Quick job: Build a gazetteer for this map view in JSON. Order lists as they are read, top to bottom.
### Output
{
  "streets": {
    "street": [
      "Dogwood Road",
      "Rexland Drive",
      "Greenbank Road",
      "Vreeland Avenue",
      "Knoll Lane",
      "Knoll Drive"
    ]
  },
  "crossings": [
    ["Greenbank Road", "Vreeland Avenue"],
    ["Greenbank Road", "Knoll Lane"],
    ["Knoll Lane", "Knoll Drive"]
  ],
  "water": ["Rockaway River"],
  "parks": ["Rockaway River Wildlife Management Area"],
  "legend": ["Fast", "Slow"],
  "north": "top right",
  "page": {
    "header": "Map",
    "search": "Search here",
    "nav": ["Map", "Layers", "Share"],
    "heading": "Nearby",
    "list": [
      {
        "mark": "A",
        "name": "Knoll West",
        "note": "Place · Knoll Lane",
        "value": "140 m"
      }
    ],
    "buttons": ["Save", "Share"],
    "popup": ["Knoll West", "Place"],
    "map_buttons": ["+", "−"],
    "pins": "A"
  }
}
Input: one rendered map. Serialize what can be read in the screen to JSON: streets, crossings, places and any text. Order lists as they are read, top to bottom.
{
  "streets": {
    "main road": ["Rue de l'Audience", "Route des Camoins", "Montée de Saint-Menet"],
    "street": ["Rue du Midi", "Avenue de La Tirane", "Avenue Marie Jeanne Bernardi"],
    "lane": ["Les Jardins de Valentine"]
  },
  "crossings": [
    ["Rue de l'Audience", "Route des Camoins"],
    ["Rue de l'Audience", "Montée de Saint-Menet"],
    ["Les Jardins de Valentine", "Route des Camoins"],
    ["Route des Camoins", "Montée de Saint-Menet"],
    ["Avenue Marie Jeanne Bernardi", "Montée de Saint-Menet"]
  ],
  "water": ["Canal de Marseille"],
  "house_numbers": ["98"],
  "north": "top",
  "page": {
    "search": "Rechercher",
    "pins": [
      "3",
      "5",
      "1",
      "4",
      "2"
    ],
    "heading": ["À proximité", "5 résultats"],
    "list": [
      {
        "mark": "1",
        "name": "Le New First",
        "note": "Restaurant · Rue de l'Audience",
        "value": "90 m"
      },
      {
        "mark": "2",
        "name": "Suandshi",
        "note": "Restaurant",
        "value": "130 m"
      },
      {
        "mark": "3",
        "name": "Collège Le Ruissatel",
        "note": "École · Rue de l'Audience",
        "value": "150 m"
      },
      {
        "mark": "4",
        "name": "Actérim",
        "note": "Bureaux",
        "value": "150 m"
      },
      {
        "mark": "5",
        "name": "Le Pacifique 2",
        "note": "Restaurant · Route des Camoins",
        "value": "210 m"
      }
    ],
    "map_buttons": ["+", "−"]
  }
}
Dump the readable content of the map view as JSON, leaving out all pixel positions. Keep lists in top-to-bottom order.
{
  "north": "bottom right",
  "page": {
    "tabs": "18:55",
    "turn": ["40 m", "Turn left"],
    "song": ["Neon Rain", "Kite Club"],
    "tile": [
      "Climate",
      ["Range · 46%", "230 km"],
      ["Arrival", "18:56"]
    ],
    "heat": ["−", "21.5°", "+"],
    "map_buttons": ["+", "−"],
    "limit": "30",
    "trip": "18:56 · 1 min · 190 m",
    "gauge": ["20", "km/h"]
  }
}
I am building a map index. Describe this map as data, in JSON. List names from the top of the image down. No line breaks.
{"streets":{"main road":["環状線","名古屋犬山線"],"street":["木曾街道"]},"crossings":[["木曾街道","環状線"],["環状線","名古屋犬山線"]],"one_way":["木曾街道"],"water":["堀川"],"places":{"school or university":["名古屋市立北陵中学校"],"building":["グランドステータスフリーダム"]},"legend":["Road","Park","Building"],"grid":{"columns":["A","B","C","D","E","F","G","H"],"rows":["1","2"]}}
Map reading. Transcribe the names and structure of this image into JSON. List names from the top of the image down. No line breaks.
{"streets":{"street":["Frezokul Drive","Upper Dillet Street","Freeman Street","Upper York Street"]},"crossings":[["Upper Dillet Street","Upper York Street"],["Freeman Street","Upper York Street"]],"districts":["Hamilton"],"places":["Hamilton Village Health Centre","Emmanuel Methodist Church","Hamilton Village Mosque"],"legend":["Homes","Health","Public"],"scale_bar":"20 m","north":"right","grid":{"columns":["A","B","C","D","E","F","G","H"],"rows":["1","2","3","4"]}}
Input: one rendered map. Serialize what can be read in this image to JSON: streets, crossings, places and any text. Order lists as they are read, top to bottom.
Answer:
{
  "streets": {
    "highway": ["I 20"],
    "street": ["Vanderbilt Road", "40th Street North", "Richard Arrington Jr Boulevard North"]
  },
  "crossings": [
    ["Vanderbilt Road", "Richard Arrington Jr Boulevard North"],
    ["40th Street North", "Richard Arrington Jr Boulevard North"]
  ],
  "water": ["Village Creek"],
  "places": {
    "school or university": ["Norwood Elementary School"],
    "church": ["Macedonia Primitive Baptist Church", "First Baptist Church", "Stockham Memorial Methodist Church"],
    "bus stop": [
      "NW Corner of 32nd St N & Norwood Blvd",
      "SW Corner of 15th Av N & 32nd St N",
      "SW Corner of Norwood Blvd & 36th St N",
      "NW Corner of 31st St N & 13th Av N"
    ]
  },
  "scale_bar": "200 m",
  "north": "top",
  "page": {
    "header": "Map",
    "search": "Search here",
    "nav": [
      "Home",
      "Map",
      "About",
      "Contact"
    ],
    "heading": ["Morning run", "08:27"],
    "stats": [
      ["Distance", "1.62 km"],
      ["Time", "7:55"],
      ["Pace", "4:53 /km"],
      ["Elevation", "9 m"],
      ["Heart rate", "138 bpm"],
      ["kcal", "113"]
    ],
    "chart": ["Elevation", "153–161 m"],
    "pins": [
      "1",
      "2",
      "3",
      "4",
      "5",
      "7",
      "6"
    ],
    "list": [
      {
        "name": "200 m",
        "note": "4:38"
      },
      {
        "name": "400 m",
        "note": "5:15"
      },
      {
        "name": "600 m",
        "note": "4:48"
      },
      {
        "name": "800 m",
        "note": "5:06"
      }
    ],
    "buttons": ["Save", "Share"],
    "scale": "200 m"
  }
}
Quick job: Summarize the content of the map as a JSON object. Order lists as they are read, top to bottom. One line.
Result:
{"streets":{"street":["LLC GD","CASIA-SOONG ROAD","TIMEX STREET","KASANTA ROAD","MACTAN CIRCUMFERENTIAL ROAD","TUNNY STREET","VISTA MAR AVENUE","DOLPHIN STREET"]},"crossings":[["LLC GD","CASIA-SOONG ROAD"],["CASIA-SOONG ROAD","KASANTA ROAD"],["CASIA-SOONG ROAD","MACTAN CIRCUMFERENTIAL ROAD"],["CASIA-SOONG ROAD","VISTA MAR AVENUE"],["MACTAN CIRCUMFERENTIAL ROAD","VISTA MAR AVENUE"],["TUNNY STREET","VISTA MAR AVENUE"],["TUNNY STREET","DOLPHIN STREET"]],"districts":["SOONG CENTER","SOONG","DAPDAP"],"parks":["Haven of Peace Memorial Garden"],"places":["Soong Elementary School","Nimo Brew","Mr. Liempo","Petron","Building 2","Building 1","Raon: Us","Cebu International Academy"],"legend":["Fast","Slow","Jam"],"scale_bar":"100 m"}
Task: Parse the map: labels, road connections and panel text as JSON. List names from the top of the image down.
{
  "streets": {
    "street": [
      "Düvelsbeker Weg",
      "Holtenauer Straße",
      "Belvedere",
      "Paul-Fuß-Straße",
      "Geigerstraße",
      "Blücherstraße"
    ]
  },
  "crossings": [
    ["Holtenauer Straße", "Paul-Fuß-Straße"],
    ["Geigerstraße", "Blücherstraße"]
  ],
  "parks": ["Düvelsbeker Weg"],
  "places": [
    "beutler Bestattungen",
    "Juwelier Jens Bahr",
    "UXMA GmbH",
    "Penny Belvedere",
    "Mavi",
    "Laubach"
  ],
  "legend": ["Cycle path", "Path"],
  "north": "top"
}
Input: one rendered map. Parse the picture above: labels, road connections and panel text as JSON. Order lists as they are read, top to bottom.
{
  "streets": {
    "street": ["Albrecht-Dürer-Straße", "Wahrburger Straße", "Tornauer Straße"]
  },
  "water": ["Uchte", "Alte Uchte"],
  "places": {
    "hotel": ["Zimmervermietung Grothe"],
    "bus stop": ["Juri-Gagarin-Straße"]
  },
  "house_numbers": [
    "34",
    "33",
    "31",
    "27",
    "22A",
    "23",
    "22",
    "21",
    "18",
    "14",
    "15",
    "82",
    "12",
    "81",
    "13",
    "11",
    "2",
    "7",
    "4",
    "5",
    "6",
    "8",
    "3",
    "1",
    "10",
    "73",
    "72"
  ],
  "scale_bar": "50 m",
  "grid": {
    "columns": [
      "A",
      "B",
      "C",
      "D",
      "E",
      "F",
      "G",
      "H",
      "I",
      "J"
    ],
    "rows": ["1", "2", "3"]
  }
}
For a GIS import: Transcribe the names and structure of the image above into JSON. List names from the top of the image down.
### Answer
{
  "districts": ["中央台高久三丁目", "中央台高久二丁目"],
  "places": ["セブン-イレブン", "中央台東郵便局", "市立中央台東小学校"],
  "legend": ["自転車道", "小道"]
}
########################################
TASK DESCRIPTION ::
What you return must be the lines from the line holding "Task: Parse the" through the final line of the material, word for word, and nothing more.

TASK ANSWER ::
Task: Parse the map: labels, road connections and panel text as JSON. List names from the top of the image down.
{
  "streets": {
    "street": [
      "Düvelsbeker Weg",
      "Holtenauer Straße",
      "Belvedere",
      "Paul-Fuß-Straße",
      "Geigerstraße",
      "Blücherstraße"
    ]
  },
  "crossings": [
    ["Holtenauer Straße", "Paul-Fuß-Straße"],
    ["Geigerstraße", "Blücherstraße"]
  ],
  "parks": ["Düvelsbeker Weg"],
  "places": [
    "beutler Bestattungen",
    "Juwelier Jens Bahr",
    "UXMA GmbH",
    "Penny Belvedere",
    "Mavi",
    "Laubach"
  ],
  "legend": ["Cycle path", "Path"],
  "north": "top"
}
Input: one rendered map. Parse the picture above: labels, road connections and panel text as JSON. Order lists as they are read, top to bottom.
{
  "streets": {
    "street": ["Albrecht-Dürer-Straße", "Wahrburger Straße", "Tornauer Straße"]
  },
  "water": ["Uchte", "Alte Uchte"],
  "places": {
    "hotel": ["Zimmervermietung Grothe"],
    "bus stop": ["Juri-Gagarin-Straße"]
  },
  "house_numbers": [
    "34",
    "33",
    "31",
    "27",
    "22A",
    "23",
    "22",
    "21",
    "18",
    "14",
    "15",
    "82",
    "12",
    "81",
    "13",
    "11",
    "2",
    "7",
    "4",
    "5",
    "6",
    "8",
    "3",
    "1",
    "10",
    "73",
    "72"
  ],
  "scale_bar": "50 m",
  "grid": {
    "columns": [
      "A",
      "B",
      "C",
      "D",
      "E",
      "F",
      "G",
      "H",
      "I",
      "J"
    ],
    "rows": ["1", "2", "3"]
  }
}
For a GIS import: Transcribe the names and structure of the image above into JSON. List names from the top of the image down.
### Answer
{
  "districts": ["中央台高久三丁目", "中央台高久二丁目"],
  "places": ["セブン-イレブン", "中央台東郵便局", "市立中央台東小学校"],
  "legend": ["自転車道", "小道"]
}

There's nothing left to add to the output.